===== Data for the task
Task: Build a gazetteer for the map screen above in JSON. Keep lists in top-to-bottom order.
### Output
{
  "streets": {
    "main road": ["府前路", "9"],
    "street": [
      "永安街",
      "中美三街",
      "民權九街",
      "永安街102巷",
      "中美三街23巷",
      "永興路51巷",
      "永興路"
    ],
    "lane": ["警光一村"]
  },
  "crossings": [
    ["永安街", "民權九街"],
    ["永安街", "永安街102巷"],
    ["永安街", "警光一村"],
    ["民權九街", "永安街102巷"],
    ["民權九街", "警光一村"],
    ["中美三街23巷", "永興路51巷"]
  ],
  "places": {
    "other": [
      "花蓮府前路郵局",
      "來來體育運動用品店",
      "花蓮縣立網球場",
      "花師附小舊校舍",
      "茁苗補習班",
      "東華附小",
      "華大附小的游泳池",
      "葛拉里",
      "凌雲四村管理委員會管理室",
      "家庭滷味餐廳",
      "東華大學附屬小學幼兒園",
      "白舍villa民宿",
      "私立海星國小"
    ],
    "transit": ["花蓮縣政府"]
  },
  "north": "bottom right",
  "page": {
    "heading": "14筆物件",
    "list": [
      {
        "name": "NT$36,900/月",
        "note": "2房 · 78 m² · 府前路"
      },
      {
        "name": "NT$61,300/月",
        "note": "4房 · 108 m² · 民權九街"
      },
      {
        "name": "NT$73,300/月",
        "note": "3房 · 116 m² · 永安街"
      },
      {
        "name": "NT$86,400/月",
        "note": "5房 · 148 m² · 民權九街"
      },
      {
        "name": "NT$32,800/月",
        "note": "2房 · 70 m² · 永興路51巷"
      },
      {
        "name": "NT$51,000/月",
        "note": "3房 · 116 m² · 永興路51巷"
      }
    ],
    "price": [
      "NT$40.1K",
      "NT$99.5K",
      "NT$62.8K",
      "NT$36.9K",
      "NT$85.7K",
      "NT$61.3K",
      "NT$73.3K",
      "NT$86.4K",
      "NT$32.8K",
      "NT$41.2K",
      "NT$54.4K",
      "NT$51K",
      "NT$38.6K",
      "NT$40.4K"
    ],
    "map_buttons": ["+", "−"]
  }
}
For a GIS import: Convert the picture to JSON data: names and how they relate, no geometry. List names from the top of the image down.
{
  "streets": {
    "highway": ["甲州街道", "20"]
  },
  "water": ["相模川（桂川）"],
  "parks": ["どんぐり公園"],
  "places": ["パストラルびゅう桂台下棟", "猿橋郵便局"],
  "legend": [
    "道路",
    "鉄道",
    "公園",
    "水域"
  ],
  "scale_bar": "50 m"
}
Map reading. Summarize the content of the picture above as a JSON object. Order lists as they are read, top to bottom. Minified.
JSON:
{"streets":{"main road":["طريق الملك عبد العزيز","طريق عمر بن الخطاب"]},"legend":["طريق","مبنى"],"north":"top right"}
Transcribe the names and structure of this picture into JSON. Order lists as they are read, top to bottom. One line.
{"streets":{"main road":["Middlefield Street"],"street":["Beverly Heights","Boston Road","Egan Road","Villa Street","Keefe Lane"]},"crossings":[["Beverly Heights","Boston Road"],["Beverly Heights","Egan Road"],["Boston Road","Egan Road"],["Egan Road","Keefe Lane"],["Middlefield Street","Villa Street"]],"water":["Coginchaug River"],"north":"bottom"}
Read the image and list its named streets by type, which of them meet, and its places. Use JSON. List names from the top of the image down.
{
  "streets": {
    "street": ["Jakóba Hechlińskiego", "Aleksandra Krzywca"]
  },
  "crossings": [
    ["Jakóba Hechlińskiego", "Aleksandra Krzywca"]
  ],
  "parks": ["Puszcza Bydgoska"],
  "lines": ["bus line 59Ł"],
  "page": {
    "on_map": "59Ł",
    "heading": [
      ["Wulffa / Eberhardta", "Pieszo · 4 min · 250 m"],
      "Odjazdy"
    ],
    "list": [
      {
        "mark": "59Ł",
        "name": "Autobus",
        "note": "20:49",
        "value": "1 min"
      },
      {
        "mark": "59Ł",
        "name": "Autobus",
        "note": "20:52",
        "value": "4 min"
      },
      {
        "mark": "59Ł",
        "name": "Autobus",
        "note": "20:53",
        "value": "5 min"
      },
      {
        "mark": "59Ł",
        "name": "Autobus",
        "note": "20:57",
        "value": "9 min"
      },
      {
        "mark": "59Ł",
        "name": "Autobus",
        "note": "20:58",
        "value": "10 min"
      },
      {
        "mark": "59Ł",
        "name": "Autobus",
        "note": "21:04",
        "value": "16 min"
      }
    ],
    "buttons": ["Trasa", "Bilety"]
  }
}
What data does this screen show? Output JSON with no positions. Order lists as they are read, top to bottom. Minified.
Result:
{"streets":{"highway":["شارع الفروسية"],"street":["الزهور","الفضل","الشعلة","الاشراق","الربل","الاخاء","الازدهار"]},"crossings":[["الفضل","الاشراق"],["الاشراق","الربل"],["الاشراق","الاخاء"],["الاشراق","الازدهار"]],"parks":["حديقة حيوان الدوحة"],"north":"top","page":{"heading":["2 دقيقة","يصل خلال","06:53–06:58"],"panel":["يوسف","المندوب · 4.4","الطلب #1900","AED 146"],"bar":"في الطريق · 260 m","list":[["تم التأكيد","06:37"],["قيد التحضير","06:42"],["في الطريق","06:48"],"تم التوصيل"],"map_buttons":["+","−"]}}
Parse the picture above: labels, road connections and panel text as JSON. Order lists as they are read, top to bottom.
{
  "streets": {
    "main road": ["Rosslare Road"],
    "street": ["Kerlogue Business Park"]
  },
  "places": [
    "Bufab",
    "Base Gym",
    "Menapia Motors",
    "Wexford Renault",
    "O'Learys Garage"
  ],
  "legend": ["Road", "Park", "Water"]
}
==========
What to do =>
Wherever a line in the data above contains the word "screen", copy that line.

Final answer =>
Task: Build a gazetteer for the map screen above in JSON. Keep lists in top-to-bottom order.
What data does this screen show? Output JSON with no positions. Order lists as they are read, top to bottom. Minified.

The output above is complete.